Thomas Campion: Poems

Legacy

Minutes of the examination of Thomas Campion on 26 October 1615, prior to the arrest of Sir Thomas Monson for complicity in the Overbury murder

Campion made a nuncupative will on 1 March 1619/20 before "divers credible witnesses": a memorandum was made that he did "not longe before his death say that he did give all that he had unto Mr Phillip Rosseter, and wished that his estate had bin farre more", and Rosseter was sworn before Dr Edmund Pope to administer as principal legatee on 3 March 1619/20.[11]
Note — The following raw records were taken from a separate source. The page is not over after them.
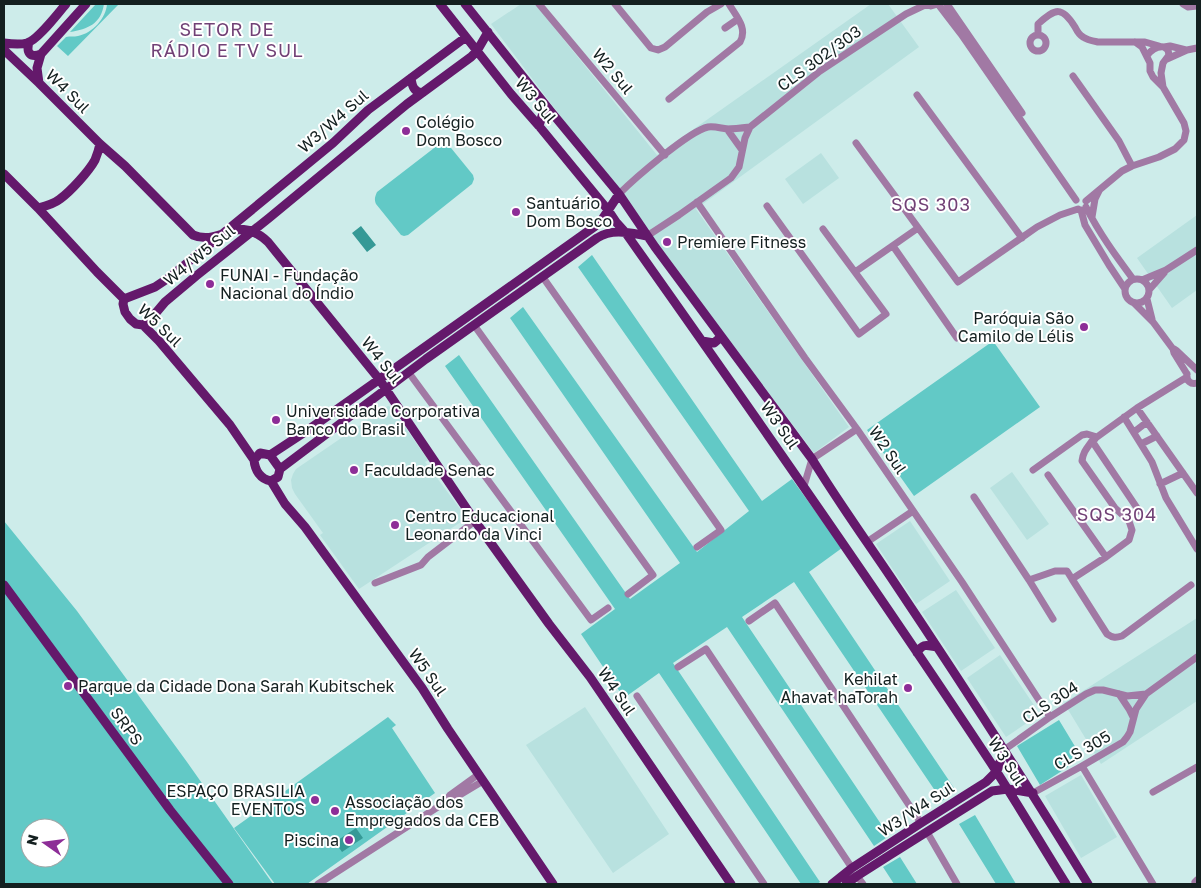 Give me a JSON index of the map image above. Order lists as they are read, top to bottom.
{
  "streets": {
    "main road": [
      "W4 Sul",
      "W3 Sul",
      "W3/W4 Sul",
      "W4/W5 Sul",
      "W5 Sul",
      "SRPS"
    ],
    "street": [
      "CLS 302/303",
      "W2 Sul",
      "CLS 304",
      "CLS 305"
    ]
  },
  "crossings": [
    ["W2 Sul", "CLS 304"],
    ["W4 Sul", "W3/W4 Sul"],
    ["W4 Sul", "W4/W5 Sul"],
    ["W3 Sul", "W3/W4 Sul"],
    ["W3 Sul", "CLS 304"],
    ["W3 Sul", "CLS 305"],
    ["W3/W4 Sul", "W4/W5 Sul"],
    ["W3/W4 Sul", "CLS 305"],
    ["W4/W5 Sul", "W5 Sul"],
    ["CLS 304", "CLS 305"]
  ],
  "districts": ["SETOR DE RÁDIO E TV SUL", "SQS 303", "SQS 304"],
  "places": [
    "Colégio Dom Bosco",
    "Santuário Dom Bosco",
    "Premiere Fitness",
    "FUNAI - Fundação Nacional do Índio",
    "Paróquia São Camilo de Lélis",
    "Universidade Corporativa Banco do Brasil",
    "Faculdade Senac",
    "Centro Educacional Leonardo da Vinci",
    "Parque da Cidade Dona Sarah Kubitschek",
    "Kehilat Ahavat haTorah",
    "ESPAÇO BRASILIA EVENTOS",
    "Associação dos Empregados da CEB",
    "Piscina"
  ],
  "north": "left"
}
While Campion had attained a considerable reputation in his own day, in the years that followed his death his works sank into complete oblivion. No doubt this was due to the nature of the media in which he mainly worked, the masque and the song-book. The masque was an amusement at any time too costly to be popular, and during the Commonwealth period it was practically extinguished. The vogue of the song-books was even more ephemeral, and, as in the case of the masque, the Puritan ascendancy, with its distaste for all secular music, effectively put an end to the madrigal. Its loss involved that of many hundreds of dainty lyrics, including those of Campion, and it was due to the work of A. H. Bullen (see bibliography), who first published a collection of the poet's works in 1889, that his genius was recognised and his place among the foremost rank of Elizabethan lyric poets restored.[1]

Early dictionary writers, such as Fétis, saw Campion as a theorist.[12] It was much later on that people began to see him as a composer. He was the writer of a poem, "Cherry Ripe", which is not the later famous poem of that title but has several similarities.

In popular culture

Repeated reference was made to Campion (1567–1620) in an October 2010 episode of the BBC TV series, James May's Man Lab (BBC2), where his works are used as the inspiration for a young man trying to serenade a female colleague. This segment was referenced in the second and third series of the programme as well.

Occasional mention is made of Campion ("Campian") in the comic strip 9 Chickweed Lane (i.e., 5 April 2004), referencing historical context for playing the lute.